As obesity and obesity-induced diseases become an ever-pressing issue, the U.S. government has to step up its game before it’s too late. The U.S. has to start throwing some regulation at this (so far) unregulated and uncontrolled industry. In the past, unregulated capitalism has killed. I argue that, today, it still does. Our reliance on oil and coal is destroying our planet. The proliferation of coal and oil use is profitable for certain industry elites. With the capital to influence policy, we see Donald Trump and other similar politicians being bought and paid for by these industry elites. We see the reversal of years of policies under Obama’s presidency. All in the name of money and power.

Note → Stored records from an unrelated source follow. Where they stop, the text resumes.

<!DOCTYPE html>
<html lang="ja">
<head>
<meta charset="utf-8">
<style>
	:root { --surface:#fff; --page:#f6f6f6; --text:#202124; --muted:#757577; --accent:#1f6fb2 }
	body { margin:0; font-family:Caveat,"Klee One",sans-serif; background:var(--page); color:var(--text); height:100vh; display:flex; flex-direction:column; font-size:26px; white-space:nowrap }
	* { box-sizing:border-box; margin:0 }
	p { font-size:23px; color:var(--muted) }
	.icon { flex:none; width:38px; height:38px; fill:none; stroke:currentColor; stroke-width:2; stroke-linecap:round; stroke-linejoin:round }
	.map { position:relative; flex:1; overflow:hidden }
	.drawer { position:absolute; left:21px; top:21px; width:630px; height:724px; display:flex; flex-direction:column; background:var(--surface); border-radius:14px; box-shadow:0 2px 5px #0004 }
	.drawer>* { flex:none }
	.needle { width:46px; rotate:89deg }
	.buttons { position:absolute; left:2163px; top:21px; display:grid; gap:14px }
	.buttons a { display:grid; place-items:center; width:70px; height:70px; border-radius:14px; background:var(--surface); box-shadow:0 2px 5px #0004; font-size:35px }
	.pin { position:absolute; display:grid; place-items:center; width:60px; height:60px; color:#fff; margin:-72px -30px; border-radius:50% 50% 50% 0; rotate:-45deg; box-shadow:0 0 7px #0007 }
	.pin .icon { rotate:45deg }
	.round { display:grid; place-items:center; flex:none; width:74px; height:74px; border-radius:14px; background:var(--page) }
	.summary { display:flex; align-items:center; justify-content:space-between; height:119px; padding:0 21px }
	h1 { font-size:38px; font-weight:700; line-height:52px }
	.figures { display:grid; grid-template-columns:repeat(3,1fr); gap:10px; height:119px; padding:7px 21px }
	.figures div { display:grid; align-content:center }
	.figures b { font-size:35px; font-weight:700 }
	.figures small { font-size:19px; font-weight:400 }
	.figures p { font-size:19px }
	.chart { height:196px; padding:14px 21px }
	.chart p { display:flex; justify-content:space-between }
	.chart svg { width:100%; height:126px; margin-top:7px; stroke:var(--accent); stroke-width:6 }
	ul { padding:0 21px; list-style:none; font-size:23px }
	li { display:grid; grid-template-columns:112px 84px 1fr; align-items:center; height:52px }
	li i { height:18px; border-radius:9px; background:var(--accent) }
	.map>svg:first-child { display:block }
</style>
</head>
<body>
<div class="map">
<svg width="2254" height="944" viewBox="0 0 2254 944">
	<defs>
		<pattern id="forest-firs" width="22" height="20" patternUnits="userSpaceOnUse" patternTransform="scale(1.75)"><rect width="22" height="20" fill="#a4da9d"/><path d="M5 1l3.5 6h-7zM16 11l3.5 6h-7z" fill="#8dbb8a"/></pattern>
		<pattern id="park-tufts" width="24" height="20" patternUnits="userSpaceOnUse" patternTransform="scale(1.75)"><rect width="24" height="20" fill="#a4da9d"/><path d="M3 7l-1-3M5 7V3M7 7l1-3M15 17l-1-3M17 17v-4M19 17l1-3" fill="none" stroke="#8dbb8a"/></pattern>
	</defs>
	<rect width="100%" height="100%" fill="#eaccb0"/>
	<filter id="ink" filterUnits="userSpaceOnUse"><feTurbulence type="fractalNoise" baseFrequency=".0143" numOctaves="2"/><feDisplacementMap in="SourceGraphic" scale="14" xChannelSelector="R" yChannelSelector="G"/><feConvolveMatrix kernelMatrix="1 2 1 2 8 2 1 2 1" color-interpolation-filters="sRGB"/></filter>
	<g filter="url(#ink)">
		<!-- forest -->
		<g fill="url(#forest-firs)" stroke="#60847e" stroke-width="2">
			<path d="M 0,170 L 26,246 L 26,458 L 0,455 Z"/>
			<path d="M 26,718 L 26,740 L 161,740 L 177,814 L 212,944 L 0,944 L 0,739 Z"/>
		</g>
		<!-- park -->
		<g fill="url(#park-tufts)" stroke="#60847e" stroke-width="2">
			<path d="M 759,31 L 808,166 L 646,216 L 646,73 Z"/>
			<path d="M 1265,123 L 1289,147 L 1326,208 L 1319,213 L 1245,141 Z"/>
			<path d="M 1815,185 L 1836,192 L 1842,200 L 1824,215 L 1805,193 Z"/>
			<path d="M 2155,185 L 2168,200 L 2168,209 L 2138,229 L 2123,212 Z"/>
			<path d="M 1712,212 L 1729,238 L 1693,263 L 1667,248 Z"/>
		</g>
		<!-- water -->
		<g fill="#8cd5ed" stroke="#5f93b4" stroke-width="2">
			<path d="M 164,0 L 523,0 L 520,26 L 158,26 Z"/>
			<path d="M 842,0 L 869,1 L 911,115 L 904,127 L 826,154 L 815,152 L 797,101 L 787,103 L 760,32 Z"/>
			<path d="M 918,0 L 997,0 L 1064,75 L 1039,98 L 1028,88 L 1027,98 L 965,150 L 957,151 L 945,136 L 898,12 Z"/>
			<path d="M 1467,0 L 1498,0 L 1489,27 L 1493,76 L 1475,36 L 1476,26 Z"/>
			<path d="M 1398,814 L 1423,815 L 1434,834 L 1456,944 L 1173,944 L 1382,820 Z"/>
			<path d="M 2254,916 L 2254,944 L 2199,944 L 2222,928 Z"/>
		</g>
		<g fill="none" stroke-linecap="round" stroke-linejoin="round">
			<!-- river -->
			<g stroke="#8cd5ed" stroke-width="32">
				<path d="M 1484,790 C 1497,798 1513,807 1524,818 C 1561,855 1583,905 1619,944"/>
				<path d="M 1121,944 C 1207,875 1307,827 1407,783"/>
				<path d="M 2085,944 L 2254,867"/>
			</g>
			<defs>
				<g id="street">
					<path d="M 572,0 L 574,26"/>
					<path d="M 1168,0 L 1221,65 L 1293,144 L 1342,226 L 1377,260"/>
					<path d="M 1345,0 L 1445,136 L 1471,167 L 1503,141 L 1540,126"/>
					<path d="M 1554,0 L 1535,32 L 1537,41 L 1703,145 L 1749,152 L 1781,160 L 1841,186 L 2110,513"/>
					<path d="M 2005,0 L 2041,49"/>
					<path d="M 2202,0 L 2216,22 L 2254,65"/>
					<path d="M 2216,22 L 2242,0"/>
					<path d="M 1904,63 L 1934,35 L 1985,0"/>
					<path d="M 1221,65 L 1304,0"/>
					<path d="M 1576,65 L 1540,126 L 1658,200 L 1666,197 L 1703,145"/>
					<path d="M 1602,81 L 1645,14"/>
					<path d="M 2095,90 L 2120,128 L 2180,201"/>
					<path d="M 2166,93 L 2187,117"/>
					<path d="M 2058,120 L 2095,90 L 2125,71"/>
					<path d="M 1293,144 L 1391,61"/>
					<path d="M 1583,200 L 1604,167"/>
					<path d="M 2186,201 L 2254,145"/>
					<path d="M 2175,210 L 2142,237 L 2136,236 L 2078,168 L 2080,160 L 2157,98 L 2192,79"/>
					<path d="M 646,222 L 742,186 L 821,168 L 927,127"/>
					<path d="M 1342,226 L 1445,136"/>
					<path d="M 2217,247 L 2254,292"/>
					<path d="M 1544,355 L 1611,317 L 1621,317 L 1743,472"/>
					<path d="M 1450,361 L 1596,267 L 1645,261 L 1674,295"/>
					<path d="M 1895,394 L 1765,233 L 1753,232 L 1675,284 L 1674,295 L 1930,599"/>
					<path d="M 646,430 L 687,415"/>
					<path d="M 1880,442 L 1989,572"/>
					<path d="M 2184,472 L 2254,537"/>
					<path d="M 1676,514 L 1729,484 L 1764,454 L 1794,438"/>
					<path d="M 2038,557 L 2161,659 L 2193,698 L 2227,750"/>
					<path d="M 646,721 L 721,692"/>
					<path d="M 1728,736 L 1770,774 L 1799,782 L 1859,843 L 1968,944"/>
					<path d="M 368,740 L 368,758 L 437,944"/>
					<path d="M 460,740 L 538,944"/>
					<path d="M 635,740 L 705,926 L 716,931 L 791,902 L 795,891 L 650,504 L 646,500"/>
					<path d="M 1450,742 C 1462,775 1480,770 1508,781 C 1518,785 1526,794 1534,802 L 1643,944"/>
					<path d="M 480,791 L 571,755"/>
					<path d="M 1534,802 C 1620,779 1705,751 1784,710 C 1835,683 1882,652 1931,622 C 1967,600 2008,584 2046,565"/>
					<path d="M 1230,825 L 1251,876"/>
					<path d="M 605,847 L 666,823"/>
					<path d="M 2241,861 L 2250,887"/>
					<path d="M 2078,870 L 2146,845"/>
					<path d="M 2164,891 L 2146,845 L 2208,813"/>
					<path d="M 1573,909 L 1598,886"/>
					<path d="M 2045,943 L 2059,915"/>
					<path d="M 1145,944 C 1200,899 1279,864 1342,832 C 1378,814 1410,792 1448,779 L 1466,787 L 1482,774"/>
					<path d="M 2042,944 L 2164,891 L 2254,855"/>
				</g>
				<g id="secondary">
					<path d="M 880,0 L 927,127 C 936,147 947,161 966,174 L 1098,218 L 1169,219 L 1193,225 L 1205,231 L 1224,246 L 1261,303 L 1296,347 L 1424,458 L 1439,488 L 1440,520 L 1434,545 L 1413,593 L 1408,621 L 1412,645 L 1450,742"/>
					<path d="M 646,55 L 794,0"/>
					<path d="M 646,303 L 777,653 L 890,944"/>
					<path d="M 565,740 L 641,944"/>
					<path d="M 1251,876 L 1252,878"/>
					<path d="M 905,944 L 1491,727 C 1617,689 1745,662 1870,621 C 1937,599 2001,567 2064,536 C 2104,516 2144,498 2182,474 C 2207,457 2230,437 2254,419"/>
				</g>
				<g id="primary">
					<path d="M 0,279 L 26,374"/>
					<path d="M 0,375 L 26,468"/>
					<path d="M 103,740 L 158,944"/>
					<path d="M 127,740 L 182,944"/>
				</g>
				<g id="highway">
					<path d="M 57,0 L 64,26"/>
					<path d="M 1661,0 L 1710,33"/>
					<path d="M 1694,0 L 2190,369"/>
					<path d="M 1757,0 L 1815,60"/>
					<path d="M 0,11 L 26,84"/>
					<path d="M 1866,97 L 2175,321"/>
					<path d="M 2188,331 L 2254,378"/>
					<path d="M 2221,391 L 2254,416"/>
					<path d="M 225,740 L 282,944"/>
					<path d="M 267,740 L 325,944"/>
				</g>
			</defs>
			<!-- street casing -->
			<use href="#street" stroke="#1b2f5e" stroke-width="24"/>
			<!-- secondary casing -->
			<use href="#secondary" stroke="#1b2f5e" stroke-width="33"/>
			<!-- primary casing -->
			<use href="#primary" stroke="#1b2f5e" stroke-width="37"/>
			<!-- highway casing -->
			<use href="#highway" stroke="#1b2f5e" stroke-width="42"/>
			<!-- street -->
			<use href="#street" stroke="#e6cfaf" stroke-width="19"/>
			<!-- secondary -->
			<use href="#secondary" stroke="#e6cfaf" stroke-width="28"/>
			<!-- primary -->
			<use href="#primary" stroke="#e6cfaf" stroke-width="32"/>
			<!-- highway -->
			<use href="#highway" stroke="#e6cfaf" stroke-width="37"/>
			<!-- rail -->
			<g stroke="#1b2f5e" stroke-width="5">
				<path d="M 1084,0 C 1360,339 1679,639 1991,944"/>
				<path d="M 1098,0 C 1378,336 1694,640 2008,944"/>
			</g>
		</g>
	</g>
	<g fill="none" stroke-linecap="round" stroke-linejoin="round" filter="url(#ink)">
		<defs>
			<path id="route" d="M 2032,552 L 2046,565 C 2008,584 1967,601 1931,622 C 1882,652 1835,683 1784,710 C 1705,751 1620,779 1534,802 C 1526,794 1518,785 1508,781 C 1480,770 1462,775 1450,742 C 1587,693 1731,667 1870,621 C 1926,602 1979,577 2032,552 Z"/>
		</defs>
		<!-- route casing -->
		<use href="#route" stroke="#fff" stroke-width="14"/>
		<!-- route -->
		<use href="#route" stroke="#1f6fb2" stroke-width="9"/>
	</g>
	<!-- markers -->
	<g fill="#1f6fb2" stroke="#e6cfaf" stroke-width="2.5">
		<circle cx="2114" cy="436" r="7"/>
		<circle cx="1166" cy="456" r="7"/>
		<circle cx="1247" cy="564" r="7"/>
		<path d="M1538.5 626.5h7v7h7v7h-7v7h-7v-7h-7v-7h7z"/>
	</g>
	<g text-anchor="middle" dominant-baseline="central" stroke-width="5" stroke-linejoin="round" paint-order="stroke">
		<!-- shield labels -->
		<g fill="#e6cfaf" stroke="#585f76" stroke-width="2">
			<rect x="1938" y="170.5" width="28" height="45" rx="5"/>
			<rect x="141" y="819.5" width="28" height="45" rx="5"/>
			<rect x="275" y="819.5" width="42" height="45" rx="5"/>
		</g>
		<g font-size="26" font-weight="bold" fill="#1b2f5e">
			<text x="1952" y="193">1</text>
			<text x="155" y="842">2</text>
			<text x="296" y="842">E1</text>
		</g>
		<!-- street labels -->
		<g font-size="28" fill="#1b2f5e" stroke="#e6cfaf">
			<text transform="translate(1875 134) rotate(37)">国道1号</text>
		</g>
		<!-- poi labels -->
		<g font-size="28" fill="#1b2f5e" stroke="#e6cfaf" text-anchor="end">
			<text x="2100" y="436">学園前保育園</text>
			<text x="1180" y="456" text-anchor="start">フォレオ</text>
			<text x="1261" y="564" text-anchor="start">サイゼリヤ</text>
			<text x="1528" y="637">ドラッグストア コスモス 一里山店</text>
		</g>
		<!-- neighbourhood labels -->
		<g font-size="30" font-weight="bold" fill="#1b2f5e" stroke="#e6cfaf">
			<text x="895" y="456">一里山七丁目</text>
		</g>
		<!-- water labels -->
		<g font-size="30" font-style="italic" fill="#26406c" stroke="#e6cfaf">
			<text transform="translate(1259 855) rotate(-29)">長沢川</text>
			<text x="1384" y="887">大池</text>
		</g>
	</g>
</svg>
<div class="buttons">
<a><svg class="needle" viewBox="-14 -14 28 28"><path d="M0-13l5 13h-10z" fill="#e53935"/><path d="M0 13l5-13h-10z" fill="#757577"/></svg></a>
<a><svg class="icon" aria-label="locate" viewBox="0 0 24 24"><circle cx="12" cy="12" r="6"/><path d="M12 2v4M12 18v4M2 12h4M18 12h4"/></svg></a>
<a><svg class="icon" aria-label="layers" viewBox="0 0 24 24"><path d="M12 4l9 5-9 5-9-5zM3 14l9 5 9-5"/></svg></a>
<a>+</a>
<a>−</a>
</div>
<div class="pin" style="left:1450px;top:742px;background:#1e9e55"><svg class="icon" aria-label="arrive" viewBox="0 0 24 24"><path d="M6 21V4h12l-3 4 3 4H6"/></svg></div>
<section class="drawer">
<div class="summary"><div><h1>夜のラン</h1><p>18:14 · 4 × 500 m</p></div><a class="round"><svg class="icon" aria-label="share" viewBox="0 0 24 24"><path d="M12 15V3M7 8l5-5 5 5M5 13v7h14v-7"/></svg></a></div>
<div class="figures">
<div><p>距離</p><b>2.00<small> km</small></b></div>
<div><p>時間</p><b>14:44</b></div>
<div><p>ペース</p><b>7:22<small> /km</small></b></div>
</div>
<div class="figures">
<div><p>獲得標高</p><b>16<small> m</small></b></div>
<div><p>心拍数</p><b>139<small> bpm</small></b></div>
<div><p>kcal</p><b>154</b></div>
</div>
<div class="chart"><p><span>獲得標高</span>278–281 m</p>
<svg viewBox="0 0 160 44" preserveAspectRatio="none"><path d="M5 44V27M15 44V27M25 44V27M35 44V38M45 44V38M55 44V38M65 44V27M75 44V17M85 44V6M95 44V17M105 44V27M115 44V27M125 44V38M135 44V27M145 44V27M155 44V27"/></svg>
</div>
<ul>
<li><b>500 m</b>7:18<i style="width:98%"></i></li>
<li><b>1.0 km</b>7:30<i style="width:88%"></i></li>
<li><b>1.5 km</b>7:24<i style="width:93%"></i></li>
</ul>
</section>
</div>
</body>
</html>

So, yes, unregulated capitalism is the single gravest threat to the health of humans everywhere. As companies and firms accrue more and more profit (to the point of being larger than some small countries as in the case of Amazon), the problem will only get worse. Capitalism, though, doesn’t have to be this way. It can be fixed. While the popularization of fast-foods (preying on low income earners) and tobacco and alcohol (preying on those addicted) and guns (preying on populations in high-crime areas) have the potential for devastating effects on general health and well-being, the popularization of cross-fit and veganism and healthy substitutes (all reserved for the wealthy) present potential solutions.
Sure, capitalism is dangerous and terrible and responsible for much of the health issues present in the U.S. Only, though, unbridled. It also presents the greatest potential for fixing its mistakes. Capitalism (both through its consumers and its industries), thus, has to decide for itself whether to be a harbinger of healthy habits or of deadly vices.
Editor’s note: on account of an oversight by the author, the FDA was mistakenly listed as the FBI.
The views expressed in this column are those of the author and not necessarily those of The Observer.